## Problem
Reproduce all of the data exactly, with no line skipped.

(Stored items)
=-=-=
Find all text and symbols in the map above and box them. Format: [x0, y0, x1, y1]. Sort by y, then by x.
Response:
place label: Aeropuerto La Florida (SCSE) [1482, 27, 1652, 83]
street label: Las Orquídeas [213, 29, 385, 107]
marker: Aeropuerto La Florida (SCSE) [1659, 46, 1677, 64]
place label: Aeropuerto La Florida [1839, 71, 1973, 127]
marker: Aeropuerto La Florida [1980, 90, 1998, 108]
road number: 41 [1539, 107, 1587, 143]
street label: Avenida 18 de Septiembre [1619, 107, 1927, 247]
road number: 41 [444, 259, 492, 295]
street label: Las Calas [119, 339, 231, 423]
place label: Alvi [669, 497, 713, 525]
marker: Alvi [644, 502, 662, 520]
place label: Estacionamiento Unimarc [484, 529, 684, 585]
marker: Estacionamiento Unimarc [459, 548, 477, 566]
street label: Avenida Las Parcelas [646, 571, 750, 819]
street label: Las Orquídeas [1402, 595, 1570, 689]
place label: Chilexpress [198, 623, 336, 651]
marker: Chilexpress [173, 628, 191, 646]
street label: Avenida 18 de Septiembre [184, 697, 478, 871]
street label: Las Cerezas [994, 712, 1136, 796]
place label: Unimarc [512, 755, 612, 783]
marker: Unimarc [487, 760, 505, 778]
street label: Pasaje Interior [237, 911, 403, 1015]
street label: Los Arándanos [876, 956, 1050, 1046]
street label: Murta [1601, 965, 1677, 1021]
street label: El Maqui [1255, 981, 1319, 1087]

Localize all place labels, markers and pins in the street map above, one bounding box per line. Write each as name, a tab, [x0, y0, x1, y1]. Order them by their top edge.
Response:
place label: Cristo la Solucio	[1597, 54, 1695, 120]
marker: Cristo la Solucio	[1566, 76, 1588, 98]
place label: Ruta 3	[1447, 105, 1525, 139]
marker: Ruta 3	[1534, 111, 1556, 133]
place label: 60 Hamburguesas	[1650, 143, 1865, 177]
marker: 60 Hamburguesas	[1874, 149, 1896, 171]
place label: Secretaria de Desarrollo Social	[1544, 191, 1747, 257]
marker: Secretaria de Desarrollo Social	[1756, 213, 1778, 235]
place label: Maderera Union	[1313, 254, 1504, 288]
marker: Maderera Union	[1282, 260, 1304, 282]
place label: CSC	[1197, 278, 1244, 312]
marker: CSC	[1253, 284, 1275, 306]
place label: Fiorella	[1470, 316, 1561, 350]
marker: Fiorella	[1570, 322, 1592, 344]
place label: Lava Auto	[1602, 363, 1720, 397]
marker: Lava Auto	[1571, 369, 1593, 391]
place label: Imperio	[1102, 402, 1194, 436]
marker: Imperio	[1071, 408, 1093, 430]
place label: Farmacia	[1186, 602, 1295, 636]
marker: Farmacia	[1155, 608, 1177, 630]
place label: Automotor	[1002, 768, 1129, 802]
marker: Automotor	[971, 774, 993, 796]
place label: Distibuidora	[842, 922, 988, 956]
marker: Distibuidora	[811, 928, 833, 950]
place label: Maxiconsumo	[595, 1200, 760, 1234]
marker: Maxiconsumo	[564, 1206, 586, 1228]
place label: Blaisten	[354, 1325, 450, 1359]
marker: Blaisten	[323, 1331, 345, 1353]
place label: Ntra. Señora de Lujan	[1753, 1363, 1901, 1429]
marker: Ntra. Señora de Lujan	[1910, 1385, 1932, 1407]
=-=-=
## Result
Find all text and symbols in the map above and box them. Format: [x0, y0, x1, y1]. Sort by y, then by x.
Response:
place label: Aeropuerto La Florida (SCSE) [1482, 27, 1652, 83]
street label: Las Orquídeas [213, 29, 385, 107]
marker: Aeropuerto La Florida (SCSE) [1659, 46, 1677, 64]
place label: Aeropuerto La Florida [1839, 71, 1973, 127]
marker: Aeropuerto La Florida [1980, 90, 1998, 108]
road number: 41 [1539, 107, 1587, 143]
street label: Avenida 18 de Septiembre [1619, 107, 1927, 247]
road number: 41 [444, 259, 492, 295]
street label: Las Calas [119, 339, 231, 423]
place label: Alvi [669, 497, 713, 525]
marker: Alvi [644, 502, 662, 520]
place label: Estacionamiento Unimarc [484, 529, 684, 585]
marker: Estacionamiento Unimarc [459, 548, 477, 566]
street label: Avenida Las Parcelas [646, 571, 750, 819]
street label: Las Orquídeas [1402, 595, 1570, 689]
place label: Chilexpress [198, 623, 336, 651]
marker: Chilexpress [173, 628, 191, 646]
street label: Avenida 18 de Septiembre [184, 697, 478, 871]
street label: Las Cerezas [994, 712, 1136, 796]
place label: Unimarc [512, 755, 612, 783]
marker: Unimarc [487, 760, 505, 778]
street label: Pasaje Interior [237, 911, 403, 1015]
street label: Los Arándanos [876, 956, 1050, 1046]
street label: Murta [1601, 965, 1677, 1021]
street label: El Maqui [1255, 981, 1319, 1087]

Localize all place labels, markers and pins in the street map above, one bounding box per line. Write each as name, a tab, [x0, y0, x1, y1]. Order them by their top edge.
Response:
place label: Cristo la Solucio	[1597, 54, 1695, 120]
marker: Cristo la Solucio	[1566, 76, 1588, 98]
place label: Ruta 3	[1447, 105, 1525, 139]
marker: Ruta 3	[1534, 111, 1556, 133]
place label: 60 Hamburguesas	[1650, 143, 1865, 177]
marker: 60 Hamburguesas	[1874, 149, 1896, 171]
place label: Secretaria de Desarrollo Social	[1544, 191, 1747, 257]
marker: Secretaria de Desarrollo Social	[1756, 213, 1778, 235]
place label: Maderera Union	[1313, 254, 1504, 288]
marker: Maderera Union	[1282, 260, 1304, 282]
place label: CSC	[1197, 278, 1244, 312]
marker: CSC	[1253, 284, 1275, 306]
place label: Fiorella	[1470, 316, 1561, 350]
marker: Fiorella	[1570, 322, 1592, 344]
place label: Lava Auto	[1602, 363, 1720, 397]
marker: Lava Auto	[1571, 369, 1593, 391]
place label: Imperio	[1102, 402, 1194, 436]
marker: Imperio	[1071, 408, 1093, 430]
place label: Farmacia	[1186, 602, 1295, 636]
marker: Farmacia	[1155, 608, 1177, 630]
place label: Automotor	[1002, 768, 1129, 802]
marker: Automotor	[971, 774, 993, 796]
place label: Distibuidora	[842, 922, 988, 956]
marker: Distibuidora	[811, 928, 833, 950]
place label: Maxiconsumo	[595, 1200, 760, 1234]
marker: Maxiconsumo	[564, 1206, 586, 1228]
place label: Blaisten	[354, 1325, 450, 1359]
marker: Blaisten	[323, 1331, 345, 1353]
place label: Ntra. Señora de Lujan	[1753, 1363, 1901, 1429]
marker: Ntra. Señora de Lujan	[1910, 1385, 1932, 1407]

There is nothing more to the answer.